Strive for peace with everyone, and for the holiness without which no one will see the Lord. –Hebrews 12:14
I have a problem with holiness. Not with the concept, of course, but with the action. The reality is that I am a pretty good guy. I love my wife and family, I do not have any skeletons in my closet that are going to cost me my marriage or my job, and to the best of my ability I work at being a person who looks and acts like a follower of Jesus. Even so, I am at times a stranger to God’s holiness. My guess is this pretty much describes you too.
My problem with holiness is twofold. First, I have a hard time maintaining it, and second, Scripture says I need to be holy if I hope to see the Lord. Those two truths put me in quite the pickle. Martin Luther, prior to coming to faith in Christ, was an outstanding friar/monk. He was meticulous in his devotional life, and he followed the letter of the law in his monastery. However, by his own admission, he hated God. Here is what he said about his monastic life:
When I was a monk, I tortured myself with prayer, fasting, vigils and freezing; the frost alone might have killed me. I wearied myself greatly for almost fifteen years with daily sacrifice; tortured myself with many very rigorous works. I earnestly sought to acquire righteousness by my works.
Luther went on to earn a doctorate in letters and became a professor of theology at the University of Wittenberg, but he was still not converted to the faith. During this time, he became obsessed with Romans 1:17: “For in it the righteousness of God is revealed from faith for faith, as it is written, ‘the righteous will live by faith.’” As he considered this text, all he could envision was the active righteousness of God pouring out his wrath on sinners, and Luther knew he was a sinner. He wrote this:
Though I lived as a monk without reproach, I felt that I was a sinner before God with an extremely disturbed conscience. I could not believe that he was placated by my works. I did not love, yes, I hated the righteous God who punishes sinners, and secretly, if not blasphemously, certainly murmuring greatly, I was angry with God, and said, “As if, indeed, it is not enough, that miserable sinners, eternally lost through original sin, are crushed by every kind of calamity by the law of the Decalogue, without having God add pain to pain by the gospel and also by the gospel threatening us with his righteousness and wrath!” Thus, I raged with a fierce and troubled conscience. Nevertheless, I beat importunately upon the Scripture at that place, most ardently desiring to know what St. Paul wanted… At last, by the mercy of God, meditating day and night, I gave heed to the context of the words, namely, “In it the righteousness of God is revealed, as it is written, ‘He who through faith is righteous shall live.’” There I began to understand that the righteousness of God is that by which the righteous lives by a gift of God, namely by faith. And this is the meaning: the righteousness of God is revealed by the gospel, namely, the passive righteousness with which the merciful God justifies us by faith, as it is written, “He who through faith is righteous shall live.” Here I felt that I was altogether born again and had entered paradise itself through open gates.

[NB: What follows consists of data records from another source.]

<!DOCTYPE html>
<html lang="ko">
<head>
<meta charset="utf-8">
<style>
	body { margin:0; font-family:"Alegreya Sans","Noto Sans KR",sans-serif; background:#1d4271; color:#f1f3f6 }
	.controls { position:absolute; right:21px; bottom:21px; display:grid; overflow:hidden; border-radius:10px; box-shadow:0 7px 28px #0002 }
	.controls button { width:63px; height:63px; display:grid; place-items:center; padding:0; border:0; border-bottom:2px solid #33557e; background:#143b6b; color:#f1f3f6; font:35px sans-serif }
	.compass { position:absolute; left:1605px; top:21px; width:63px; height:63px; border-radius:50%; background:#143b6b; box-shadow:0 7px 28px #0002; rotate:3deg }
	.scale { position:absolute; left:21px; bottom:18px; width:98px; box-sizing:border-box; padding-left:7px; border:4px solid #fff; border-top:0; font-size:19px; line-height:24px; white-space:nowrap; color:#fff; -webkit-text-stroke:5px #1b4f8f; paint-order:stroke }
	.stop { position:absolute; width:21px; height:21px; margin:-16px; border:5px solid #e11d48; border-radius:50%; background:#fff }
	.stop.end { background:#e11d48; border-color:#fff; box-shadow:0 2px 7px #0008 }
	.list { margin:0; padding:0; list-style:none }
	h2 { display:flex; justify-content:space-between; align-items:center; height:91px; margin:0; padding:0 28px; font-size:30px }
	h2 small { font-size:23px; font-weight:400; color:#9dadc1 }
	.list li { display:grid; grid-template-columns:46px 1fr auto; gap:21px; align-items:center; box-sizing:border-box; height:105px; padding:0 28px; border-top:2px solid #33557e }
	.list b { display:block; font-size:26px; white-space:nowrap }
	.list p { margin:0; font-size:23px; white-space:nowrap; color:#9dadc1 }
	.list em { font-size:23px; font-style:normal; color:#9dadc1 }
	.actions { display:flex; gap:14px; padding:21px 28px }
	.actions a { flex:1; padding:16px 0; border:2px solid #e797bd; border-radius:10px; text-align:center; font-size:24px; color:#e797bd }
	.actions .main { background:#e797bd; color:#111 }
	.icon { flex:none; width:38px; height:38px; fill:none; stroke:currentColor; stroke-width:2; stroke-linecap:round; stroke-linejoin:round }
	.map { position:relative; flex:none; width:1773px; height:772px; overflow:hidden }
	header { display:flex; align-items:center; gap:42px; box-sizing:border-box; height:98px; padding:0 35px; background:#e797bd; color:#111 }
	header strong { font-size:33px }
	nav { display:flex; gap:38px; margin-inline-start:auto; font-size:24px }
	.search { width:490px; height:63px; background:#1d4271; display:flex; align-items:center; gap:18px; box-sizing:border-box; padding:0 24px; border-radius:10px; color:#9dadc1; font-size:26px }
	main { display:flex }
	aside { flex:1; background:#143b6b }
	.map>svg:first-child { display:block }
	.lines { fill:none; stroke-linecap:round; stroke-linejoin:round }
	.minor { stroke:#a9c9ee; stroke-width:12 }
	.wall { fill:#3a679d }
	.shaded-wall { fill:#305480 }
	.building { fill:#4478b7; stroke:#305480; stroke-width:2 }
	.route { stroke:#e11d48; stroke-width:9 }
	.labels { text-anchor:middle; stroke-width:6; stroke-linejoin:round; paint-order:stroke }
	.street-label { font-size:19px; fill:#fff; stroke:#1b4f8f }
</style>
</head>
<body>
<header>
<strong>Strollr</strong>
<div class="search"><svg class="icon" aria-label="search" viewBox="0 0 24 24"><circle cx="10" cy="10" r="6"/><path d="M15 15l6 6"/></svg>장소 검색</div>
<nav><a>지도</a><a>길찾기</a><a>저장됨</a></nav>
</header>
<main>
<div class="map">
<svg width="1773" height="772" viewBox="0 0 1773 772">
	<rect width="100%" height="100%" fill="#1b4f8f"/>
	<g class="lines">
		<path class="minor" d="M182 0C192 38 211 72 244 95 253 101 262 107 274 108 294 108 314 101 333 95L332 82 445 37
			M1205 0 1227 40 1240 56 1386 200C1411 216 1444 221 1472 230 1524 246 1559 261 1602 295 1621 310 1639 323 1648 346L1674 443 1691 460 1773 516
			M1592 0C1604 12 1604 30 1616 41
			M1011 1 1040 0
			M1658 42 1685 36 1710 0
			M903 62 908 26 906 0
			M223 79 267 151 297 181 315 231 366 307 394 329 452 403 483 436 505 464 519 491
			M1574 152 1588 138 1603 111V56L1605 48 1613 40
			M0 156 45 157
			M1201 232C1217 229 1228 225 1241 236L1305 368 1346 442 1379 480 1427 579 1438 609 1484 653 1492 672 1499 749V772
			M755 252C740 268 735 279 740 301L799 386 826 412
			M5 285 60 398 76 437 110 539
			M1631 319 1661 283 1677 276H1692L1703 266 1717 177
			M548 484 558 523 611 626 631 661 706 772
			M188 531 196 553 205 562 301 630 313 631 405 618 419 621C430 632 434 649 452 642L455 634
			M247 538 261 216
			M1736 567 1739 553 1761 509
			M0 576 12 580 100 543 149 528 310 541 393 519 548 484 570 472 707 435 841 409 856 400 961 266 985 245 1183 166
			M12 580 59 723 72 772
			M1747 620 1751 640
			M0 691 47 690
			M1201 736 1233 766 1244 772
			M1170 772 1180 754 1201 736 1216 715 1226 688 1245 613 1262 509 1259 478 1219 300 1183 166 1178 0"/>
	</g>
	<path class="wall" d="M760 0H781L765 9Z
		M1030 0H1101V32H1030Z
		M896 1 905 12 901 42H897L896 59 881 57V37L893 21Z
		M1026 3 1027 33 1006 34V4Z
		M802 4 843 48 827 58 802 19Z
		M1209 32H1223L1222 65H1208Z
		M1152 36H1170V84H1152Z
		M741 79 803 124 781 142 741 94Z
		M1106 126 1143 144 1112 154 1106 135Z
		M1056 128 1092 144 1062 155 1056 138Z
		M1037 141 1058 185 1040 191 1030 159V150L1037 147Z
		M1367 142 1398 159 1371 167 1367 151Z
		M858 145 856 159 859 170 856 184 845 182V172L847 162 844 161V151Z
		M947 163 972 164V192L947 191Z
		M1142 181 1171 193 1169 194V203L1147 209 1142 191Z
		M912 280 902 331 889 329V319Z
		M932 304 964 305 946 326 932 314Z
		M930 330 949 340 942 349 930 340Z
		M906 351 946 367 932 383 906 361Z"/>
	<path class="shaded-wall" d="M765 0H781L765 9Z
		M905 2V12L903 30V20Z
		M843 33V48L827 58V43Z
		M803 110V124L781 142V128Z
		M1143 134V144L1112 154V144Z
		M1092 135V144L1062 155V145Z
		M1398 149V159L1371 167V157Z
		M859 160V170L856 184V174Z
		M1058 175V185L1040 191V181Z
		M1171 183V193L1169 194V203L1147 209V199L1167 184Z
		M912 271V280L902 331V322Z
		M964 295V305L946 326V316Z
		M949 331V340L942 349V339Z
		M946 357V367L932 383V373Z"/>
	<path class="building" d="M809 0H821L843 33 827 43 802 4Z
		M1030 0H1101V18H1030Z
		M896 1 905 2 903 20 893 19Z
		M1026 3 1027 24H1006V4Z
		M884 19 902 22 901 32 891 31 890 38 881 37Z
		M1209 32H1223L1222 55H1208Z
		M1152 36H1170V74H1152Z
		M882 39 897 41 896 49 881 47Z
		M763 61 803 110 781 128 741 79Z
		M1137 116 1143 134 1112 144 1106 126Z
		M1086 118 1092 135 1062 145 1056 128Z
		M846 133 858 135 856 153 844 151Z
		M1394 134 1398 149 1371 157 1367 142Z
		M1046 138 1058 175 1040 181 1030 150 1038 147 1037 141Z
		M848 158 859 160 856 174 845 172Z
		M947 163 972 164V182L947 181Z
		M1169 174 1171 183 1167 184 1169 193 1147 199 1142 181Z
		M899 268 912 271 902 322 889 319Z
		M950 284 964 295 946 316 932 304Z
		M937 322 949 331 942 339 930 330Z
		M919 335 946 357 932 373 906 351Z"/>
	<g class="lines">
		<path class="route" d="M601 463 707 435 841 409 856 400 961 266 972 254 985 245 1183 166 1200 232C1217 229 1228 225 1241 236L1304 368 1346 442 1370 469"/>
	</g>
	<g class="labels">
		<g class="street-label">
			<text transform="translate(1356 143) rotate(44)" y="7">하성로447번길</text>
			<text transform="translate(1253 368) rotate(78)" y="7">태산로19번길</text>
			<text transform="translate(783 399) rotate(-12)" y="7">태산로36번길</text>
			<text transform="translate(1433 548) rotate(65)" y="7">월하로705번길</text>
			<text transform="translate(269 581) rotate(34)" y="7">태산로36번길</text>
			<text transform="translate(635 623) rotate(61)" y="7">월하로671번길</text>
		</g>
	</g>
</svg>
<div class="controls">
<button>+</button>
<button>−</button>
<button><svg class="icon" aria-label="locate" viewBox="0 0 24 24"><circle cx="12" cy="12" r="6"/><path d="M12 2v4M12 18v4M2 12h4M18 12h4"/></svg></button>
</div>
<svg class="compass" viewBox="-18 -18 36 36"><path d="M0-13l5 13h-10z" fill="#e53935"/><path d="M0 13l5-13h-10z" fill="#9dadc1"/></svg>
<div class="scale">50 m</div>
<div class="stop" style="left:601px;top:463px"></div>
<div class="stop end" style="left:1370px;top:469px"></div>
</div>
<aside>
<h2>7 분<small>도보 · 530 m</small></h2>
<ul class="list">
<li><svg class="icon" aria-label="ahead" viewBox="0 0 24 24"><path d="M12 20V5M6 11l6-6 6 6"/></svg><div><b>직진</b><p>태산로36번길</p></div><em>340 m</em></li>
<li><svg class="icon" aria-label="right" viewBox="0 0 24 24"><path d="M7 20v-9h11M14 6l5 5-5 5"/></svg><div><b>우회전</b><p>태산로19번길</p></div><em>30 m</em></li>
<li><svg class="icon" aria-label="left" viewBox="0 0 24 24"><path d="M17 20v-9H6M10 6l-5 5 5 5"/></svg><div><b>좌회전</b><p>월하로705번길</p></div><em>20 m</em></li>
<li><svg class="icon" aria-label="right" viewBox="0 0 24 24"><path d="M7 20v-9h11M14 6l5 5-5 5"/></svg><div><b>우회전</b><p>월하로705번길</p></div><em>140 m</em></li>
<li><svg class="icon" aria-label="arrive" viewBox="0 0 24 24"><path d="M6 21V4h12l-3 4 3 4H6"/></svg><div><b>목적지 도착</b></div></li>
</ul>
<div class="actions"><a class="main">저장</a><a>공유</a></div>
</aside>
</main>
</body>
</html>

Luther at last was saved. I, like Luther, want to be holy and live for Christ. I, like Luther, am a sinner in desperate need of God’s mercy and grace. I, like Luther, tend to default to good works to attain holiness. How about you?
On Sunday mornings we are walking through the letter of James and being confronted with the reality that faith has works. What does that mean for us? Does it mean we give ourselves over to good works in order to find salvation in God? Never! It means we rest in the biblical truth that, if we have “altogether been born again and entered paradise itself though open gates,” we rest in the assurance that we have been made holy by the great redeeming work of Christ. Now, in response to that great gift from God, we do good works in order that God may be glorified in us (Matt. 5:16). Genuine faith has works, but works do not make genuine faith. Only God can do that great work in us!
Friends, if you have come to know Christ, you are holy. That work is done. You didn’t do it and neither did I. God did it for us in Christ. Your sin was and is and will be given over to him, and he has gladly accepted it and died for it. But that is only half the good news. He has also given you his righteousness and holiness (2 Cor. 5:21). Can you feel, as did Luther, the great weight fall off your shoulders? I hope and pray that you do!